Executive function skills are gaining interest and popularity in early childhood development (ECD) circles around the world. Academic research on executive function and early childhood development is on the rise: the annual output of research papers that included both “executive function” and “early childhood” as keywords more than doubled from 2013 to 2017.
Although most research on executive function skills in early childhood has occurred in high-income countries (HIC), ECD assessments in low- and middle-income countries (LMIC) are increasingly including items that measure executive function skills. For example, the Measuring Early Learning, Quality and Outcomes assessment, and the International Development and Early Learning Assessment both include executive functions and have been implemented in many LMIC. In general, there is a growing recognition that an array of risk factors facing children in LMIC contexts—including malnutrition, inflammation, and infection—have direct effects on children’s neurodevelopmental outcomes, including executive function skills (Suchdev et al., 2017). This has spurred greater interest in measuring these skills in young children in LMIC.

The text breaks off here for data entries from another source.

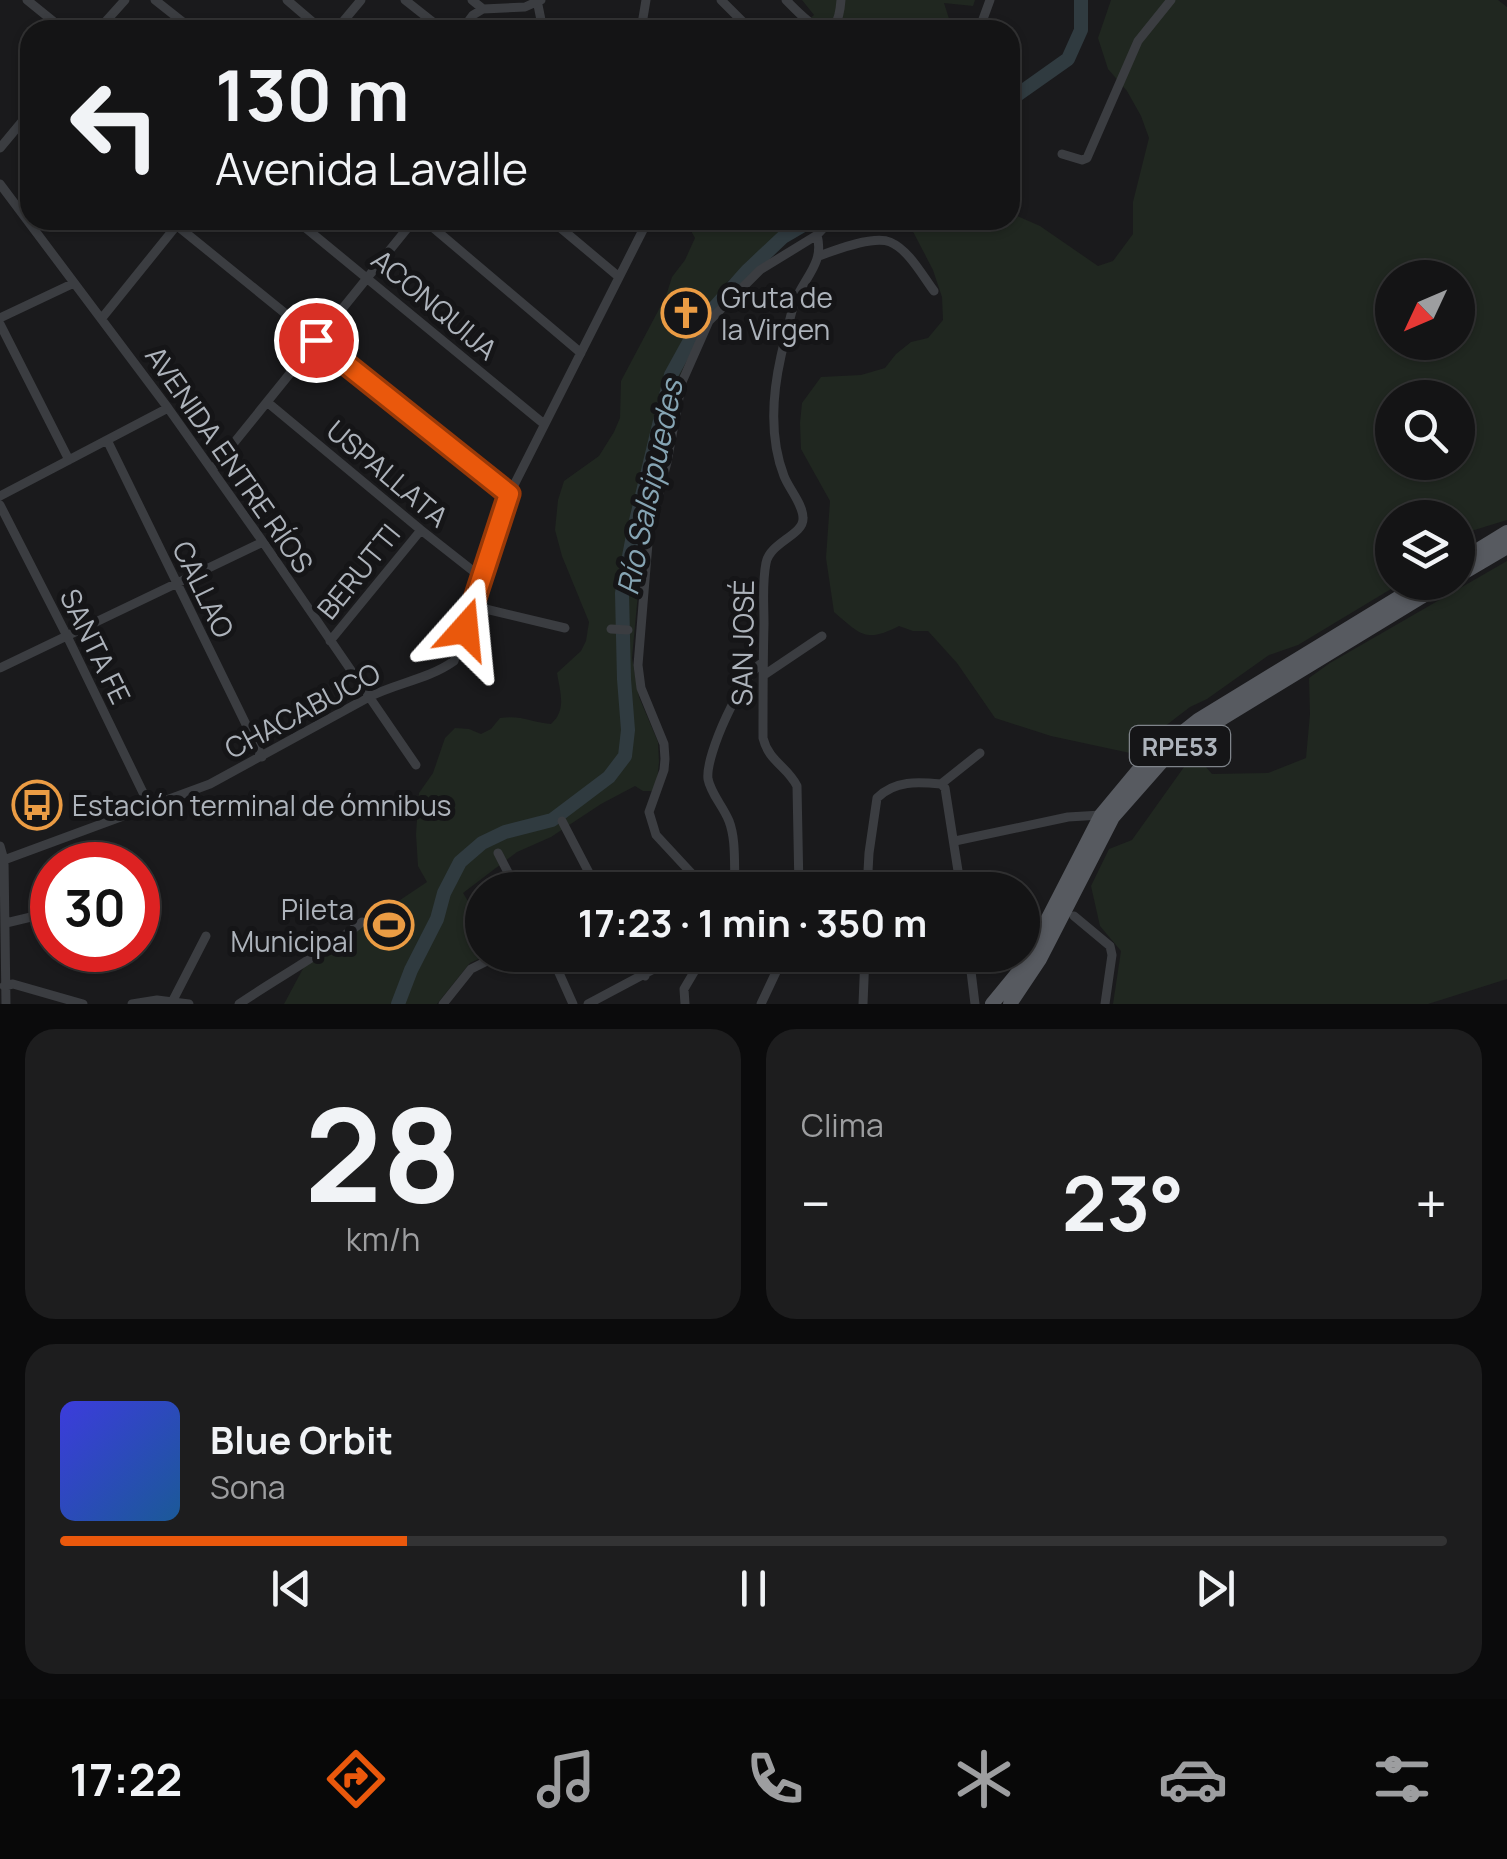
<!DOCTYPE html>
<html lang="es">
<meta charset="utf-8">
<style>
body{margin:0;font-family:Manrope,sans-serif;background:#1d1d1e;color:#f1f3f6;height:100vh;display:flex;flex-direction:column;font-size:38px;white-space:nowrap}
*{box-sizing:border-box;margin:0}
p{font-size:32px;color:#9d9ea0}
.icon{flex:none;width:55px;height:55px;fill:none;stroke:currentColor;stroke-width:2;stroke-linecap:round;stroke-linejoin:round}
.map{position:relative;height:1004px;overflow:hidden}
.details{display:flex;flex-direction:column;gap:25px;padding:25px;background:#0b0b0c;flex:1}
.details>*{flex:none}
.top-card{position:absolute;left:20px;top:20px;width:1000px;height:210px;border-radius:30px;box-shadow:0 2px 8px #0004,0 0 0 2px #333334;background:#141415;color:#f1f3f6;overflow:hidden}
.needle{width:65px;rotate:226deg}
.buttons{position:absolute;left:1375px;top:260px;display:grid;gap:20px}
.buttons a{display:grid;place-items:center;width:100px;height:100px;border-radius:50%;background:#141415;box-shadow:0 2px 8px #0004,0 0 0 2px #333334;font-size:50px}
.speed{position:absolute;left:30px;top:842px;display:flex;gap:20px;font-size:50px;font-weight:700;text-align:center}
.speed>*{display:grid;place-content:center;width:130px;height:130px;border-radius:50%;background:#141415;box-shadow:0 2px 8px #0004,0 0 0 2px #333334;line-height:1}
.speed .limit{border:15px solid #d22;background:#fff;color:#111}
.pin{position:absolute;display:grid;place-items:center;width:85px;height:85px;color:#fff;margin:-42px;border:5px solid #fff;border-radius:50%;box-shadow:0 2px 10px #0007}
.me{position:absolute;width:110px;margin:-55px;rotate:18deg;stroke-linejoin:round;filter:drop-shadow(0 0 8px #0008)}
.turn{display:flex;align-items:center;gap:35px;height:210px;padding:0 30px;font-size:45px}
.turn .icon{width:130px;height:130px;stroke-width:2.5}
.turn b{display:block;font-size:70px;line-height:85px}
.big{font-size:75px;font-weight:700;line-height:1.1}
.details .widget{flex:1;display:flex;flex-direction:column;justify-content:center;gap:15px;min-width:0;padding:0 35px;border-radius:30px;background:#1d1d1e}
.details .dial{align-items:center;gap:0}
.dial b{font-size:130px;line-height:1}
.song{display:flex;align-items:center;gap:30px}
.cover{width:120px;height:120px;border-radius:15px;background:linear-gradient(135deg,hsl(240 70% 55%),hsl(210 70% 35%))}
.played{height:10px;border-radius:5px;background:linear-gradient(90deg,#ea580c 25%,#333334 25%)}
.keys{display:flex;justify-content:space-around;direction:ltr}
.heat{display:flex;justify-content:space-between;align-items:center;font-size:55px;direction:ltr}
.details .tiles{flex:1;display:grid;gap:25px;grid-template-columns:1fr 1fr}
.widget:last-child{grid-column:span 2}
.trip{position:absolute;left:465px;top:872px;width:575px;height:100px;border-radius:50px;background:#141415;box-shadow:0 2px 8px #0004,0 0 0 2px #333334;font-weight:700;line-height:100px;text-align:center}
.menu{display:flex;height:160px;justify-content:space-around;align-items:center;background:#080808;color:#9d9ea0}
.menu .icon{width:70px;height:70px}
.menu .on{color:#ea580c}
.menu b{font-size:45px;color:#f1f3f6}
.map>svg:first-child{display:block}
.green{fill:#202720;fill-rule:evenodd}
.water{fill:#303b40}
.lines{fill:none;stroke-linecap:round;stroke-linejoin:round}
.river{stroke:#303b40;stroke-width:14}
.street{stroke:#3b3d41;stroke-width:9}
.primary{stroke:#575a60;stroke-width:14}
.route-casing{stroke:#983908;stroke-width:25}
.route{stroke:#ea580c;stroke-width:18}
.labels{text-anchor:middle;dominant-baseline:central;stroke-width:10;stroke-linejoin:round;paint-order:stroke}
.shield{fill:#151517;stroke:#7f848a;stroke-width:2.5}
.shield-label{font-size:25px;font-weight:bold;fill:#adb3bb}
.poi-label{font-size:28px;fill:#adb3bb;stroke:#151517;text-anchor:start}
.street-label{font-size:28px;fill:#adb3bb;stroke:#151517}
.water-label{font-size:30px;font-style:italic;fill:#86a5b4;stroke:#151517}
</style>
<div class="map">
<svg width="1507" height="1004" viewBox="0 0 1507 1004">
<rect width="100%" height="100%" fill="#1a1a1c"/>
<!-- green -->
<path class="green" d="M 802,0 L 975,0 L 973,6 L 944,3 L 951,25 L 948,30 L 797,30 L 814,15 Z
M 1111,0 L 1498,0 L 1507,7 L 1507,520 L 1458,535 L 1458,518 L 1392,518 L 1392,582 L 1401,583 L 1298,645 L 1269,655 L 1207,699 L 1190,707 L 1130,753 L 1051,736 L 995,718 L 957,663 L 928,631 L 913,631 L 899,626 C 866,643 861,635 834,612 L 826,558 L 830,501 L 801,449 L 800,423 L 802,403 L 821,377 L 861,375 L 885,368 L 896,354 L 911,342 L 928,338 L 943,320 L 942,297 L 933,270 L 907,220 L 1010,220 L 1010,213 L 1040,226 L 1098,266 L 1113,261 L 1133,234 L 1133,202 L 1149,138 L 1141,116 L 1127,91 L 1108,69 L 1098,38 ZM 1392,278 L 1458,278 L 1458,342 L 1392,342 ZM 1392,398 L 1458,398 L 1458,462 L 1392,462 Z
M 685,220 L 802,220 L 769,243 L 721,288 L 677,381 L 642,550 L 632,658 L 639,697 L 658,742 L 659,762 L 657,781 L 652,791 L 643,791 L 635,786 L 601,804 L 551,837 L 517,852 L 463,893 L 482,924 L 482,955 L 487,955 L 470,963 L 437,1004 L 284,1004 L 306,963 L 427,882 L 418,866 L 416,834 L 419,793 L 433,773 L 445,738 L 455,728 L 469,729 L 481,734 L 491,729 L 500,718 C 522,715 530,722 551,724 C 567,710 560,692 557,673 L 581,651 L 586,641 L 589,622 L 562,556 L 555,530 L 558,500 L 564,481 L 599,456 L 614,432 L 620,418 L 621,381 L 666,296 L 672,277 L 685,260 L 695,238 Z
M 1507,561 L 1507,979 L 1428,1004 L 1113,1004 L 1121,951 L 1100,926 L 1091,886 L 1109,849 L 1132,840 L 1194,753 L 1212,774 L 1268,773 L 1306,758 L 1310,714 L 1309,678 L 1330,663 Z"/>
<!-- water -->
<path class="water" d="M 393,909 L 404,918 L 384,941 L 374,931 Z"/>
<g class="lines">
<!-- river -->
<path class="river" d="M 1010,100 L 1068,59 L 1081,30 L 1081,0
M 398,1004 L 411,970 L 437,919 L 444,893 L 460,862 L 482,843 L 505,832 L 552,820 L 609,777 L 625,756 L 628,730 L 624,679 L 622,593 L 635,525 L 671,375 L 698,326 L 748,270 L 783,237 L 812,220"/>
<!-- street -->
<path class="street" d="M 27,0 L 64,30
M 155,0 L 193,30
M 287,0 L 322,30
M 405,0 L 443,30
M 472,0 L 483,9 L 525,7 L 541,0
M 537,0 L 543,30
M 721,0 L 751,30
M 786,0 C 807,21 837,55 841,0
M 98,30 L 125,0
M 336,30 L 361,0
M 462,30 L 473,15 L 483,9
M 641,30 L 646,0
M 979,30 L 990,0
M 0,148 L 30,112
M 1062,154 L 1082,160 L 1087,158 L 1138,41 L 1171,0
M 0,184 L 168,408 L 263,542 L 416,765
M 170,220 L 509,495
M 296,220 L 544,424
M 424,220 L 581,353
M 551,220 L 619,277
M 739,220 L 743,220
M 819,256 C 835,250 874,235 890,242 C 909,250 922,275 934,291
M 0,318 L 74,283
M 102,318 L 181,220
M 0,324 L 69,460
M 267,402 L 421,530 L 482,578
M 107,440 L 262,757
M 212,470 L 414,220
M 0,496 L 168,408
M 0,505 L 67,636 L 150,807
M 473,606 L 565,628
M 611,629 L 628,630
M 330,641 L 421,530
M 0,668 L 263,542
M 764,675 L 822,636
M 941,784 L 980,753
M 562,821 L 598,890
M 955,841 L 1068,817 L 1101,815
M 0,846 L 4,860 L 6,1004
M 498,853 L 517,890
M 0,863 L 4,860 L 210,784 L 369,697 C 396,683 429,679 454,661 L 509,495 L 648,220
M 707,890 L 656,835 L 649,812 L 664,770 L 665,759 L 664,744 L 641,688 L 638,665 L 649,531 L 667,462 L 682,382 L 709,321 L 760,270 L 817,235 L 831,220
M 733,890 L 735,882 C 734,863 736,839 729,821 C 723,806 711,794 708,779 C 705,755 742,675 763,662
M 799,890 L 797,786 C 787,766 769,762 763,738 C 763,700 763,662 764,624 C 764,603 762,583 766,563 C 770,542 804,535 803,518 C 803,504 789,489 784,476 C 769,437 772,396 781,356 C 785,339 789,321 794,304 C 803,278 825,264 817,235
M 867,890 L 869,853 L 877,798 C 895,780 918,782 941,784 L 945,788 L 961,890
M 1074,916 L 1110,946 L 1112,955 L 1105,1004
M 6,923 L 52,912
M 551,955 L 573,1004
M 633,955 L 645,976
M 969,955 L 975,1004
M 4,986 L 13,984 L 83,1004
M 132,1004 L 157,1000 L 189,1004
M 171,1004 L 206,936
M 239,1004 C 280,976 324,953 362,922
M 443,1004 L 471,969 L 499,955
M 588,1004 L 680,955
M 685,1004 L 684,989 L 704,955
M 761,1004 L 784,955
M 863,1004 L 865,955"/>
<!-- primary -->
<path class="primary" d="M 1458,562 L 1507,532
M 1458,576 L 1507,547
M 992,1004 L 1024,965 L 1101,815 L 1145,762 L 1198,720 L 1424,582
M 1010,1004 L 1040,959 L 1113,817 L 1166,757 L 1205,729 L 1446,582"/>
</g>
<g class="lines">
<!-- route casing -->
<g class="route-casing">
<path id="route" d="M 316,340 L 509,494 L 465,629"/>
</g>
<!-- route -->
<use href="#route" class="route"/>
</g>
<!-- icons -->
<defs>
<g id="church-ring" transform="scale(2.5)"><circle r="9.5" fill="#151517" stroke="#eb9c44" stroke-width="1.5"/><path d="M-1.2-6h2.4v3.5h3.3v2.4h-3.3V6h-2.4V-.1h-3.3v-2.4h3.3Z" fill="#eb9c44"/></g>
<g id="bus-ring" transform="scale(2.5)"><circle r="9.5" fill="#151517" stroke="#eb9c44" stroke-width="1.5"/><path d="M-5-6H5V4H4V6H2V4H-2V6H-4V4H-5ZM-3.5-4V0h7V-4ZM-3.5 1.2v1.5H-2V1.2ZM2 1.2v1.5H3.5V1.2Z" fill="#eb9c44"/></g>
<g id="stadium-ring" transform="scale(2.5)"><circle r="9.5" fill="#151517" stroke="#eb9c44" stroke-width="1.5"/><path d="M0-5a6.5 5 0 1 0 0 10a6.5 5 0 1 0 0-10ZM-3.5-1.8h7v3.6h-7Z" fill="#eb9c44"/></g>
</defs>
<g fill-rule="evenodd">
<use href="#church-ring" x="686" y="313"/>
<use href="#bus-ring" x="37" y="805"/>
<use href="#stadium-ring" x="389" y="925"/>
</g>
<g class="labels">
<!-- shield labels -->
<rect class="shield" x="1130" y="726" width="100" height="40" rx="8"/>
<g class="shield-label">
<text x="1180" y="746">RPE53</text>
</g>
<!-- poi labels -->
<g class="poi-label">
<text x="721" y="297">Gruta de<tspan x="721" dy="32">la Virgen</tspan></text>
<text x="72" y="805">Estación terminal de ómnibus</text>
<text x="354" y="909" text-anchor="end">Pileta<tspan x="354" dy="32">Municipal</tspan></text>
</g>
<!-- street labels -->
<g class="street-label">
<text transform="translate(435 304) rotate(40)">ACONQUIJA</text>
<text transform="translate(230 459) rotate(55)">AVENIDA ENTRE RÍOS</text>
<text transform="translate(388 473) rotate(40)">USPALLATA</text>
<text transform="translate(358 571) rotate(-51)">BERUTTI</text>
<text transform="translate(204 589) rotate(64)">CALLAO</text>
<text transform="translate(742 643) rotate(-89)">SAN JOSÉ</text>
<text transform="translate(96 646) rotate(64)">SANTA FE</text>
<text transform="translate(302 710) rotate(-28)">CHACABUCO</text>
</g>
<!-- water labels -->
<g class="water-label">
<text transform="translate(649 487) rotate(-78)">Río Salsipuedes</text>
</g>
</g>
</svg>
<div class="buttons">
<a><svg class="needle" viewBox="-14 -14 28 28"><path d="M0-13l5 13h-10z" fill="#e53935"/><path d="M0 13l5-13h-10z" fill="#9d9ea0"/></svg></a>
<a><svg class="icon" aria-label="search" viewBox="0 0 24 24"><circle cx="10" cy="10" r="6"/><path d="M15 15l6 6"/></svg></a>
<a><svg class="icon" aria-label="layers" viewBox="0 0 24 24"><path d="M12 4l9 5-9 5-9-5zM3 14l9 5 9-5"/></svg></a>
</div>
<div class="speed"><div class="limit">30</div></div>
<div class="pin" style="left:316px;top:340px;background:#d93025"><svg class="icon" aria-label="arrive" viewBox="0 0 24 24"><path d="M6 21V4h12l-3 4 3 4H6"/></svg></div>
<svg class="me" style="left:465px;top:629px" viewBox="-20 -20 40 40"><path d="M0-17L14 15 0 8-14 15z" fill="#ea580c" stroke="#fff" stroke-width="4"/></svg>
<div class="trip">17:23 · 1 min · 350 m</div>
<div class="top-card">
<div class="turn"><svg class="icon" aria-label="left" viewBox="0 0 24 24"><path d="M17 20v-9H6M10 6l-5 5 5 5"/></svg><div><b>130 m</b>Avenida Lavalle</div></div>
</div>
</div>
<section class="details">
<div class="tiles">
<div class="widget dial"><b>28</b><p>km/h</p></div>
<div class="widget"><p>Clima</p>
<div class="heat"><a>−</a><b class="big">23°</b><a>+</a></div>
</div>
<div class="widget">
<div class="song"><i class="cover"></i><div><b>Blue Orbit</b><p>Sona</p></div></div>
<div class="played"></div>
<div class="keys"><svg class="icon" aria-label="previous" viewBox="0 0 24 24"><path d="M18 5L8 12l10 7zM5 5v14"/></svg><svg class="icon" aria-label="pause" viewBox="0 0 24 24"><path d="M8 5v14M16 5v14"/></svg><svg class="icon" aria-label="next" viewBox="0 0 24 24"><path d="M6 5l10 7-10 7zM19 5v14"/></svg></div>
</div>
</div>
</section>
<nav class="menu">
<b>17:22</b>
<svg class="icon on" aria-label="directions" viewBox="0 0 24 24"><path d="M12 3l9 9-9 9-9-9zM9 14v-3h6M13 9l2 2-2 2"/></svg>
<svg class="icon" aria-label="music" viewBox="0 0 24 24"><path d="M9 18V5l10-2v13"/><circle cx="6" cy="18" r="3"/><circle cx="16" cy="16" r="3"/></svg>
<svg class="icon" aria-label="phone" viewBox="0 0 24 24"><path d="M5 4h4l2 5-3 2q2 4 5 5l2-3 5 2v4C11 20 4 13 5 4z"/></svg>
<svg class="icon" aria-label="climate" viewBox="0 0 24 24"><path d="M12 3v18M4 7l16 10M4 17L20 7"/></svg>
<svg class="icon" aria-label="car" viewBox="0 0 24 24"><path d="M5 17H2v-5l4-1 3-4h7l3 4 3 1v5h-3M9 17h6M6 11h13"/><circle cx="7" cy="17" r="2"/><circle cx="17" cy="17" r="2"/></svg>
<svg class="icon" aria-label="filters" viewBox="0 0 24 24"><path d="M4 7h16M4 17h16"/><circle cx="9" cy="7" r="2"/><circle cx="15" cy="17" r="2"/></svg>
</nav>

Why Do Executive Function Skills Matter?
The intense interest in executive function skills during early childhood is based on three inter-related ideas. First, executive function skills facilitate children’s ability to “learn how to learn.” Executive function skills are related to multiple indicators of children’s school readiness success (Blair and Raver, 2015; Zelazo, Blair, and Willoughby, 2016). Second, executive function skills can be improved. From a social justice perspective, this implies that efforts to improve these skills among low-income children may help to reduce the gap between low-income students and their peers early in school (Blair and Diamond, 2008). Third, executive function skills undergo rapid development in early childhood (Garon, Bryson, and Smith, 2008). Based on both neural plasticity and return on investment arguments, early childhood has been described as a developmental period in which executive function interventions may be most effective and have the greatest potential for long-term payoff (Heckman, 2007; Johnston, Nishimura, Harum, Pekar, and Blue, 2001).
Reasons to Be Wary…
Although the rationale for focusing on executive function skills in early childhood is compelling, it’s not a silver bullet.
- There is no evidence (yet) for a causal relationship between executive function and school readiness outcomes. Studies that have related executive function skills to school readiness outcomes primarily used cross-sectional or passive longitudinal designs. These types of studies provide a weak basis of inference about a causal role that executive function skills might play in school readiness outcomes (Jacob and Parkinson, 2015). Moreover, many of the ECD studies that have documented intervention effects on executive function skills never directly targeted those skills (Raver et al., 2011; Sasser, Bierman, Heinrichs, and Nix, 2017). We still need studies that conclusively demonstrate that improvements in executive function skills are causally related to improvements in school readiness outcomes for individual children.
- Executive function skills are a necessary but insufficient marker of a broader array of competencies. Multiple domains of children’s behavioral and cognitive development undergo rapid change in early childhood. Studies that focus narrowly on executive function skills risk misattributing the effects of other cognitive processes, for example processing speed, to executive function (Willoughby, Blair, Kuhn, and Magnus, 2018). Many aspects of children’s cognitive, physical and social-emotional development contribute to early learning and early school success, not just executive function skills.
- Executive function skills do not only develop in early childhood. Although executive function skills undergo rapid improvements in early childhood, they continue to develop in middle childhood and beyond (Best, Miller, and Jones, 2009). There is limited empirical evidence that executive function skills develop more quickly in early childhood, or that executive function interventions are more effective if delivered in early childhood than middle childhood. In many LMIC, early childhood education is not compulsory or even widely accessible, so executive function interventions in primary school (middle childhood) might be more easily implemented.
How Should We Proceed?
So how can the global ECD community continue to support research and practice in executive function skills effectively?
First, mind the measurement gap. There is a clear need to accelerate the development and evaluation of culturally-relevant, easy to use, reliable and valid measures of neurodevelopment, including executive function skills, in LMIC contexts.
Second, identify or develop interventions that are appropriate for use in LMIC. It is important to determine which existing interventions from HIC (Diamond and Lee, 2011) are appropriate for use in low resource contexts, and what adaptation of these interventions might be necessary. It may be valuable to develop new intervention approaches for use in LMIC that build on the “active ingredients” of previously successful programs (Diamond and Ling, 2016).
Third, test whether executive function skills improve school outcomes. Experimental studies of interventions that specifically aim to improve executive function skills are a top priority. However, there will also be benefits from testing whether general ECD interventions, including those targeting nurturing care and nutrition among others, result in improved executive function skills. In some instances, it may also be important to test whether interventions are more or less effective depending on a child’s initial level of executive function skills.
We hope the global child development community will join us in seeking answers to these questions and others as we endeavor to improve outcomes for young children globally.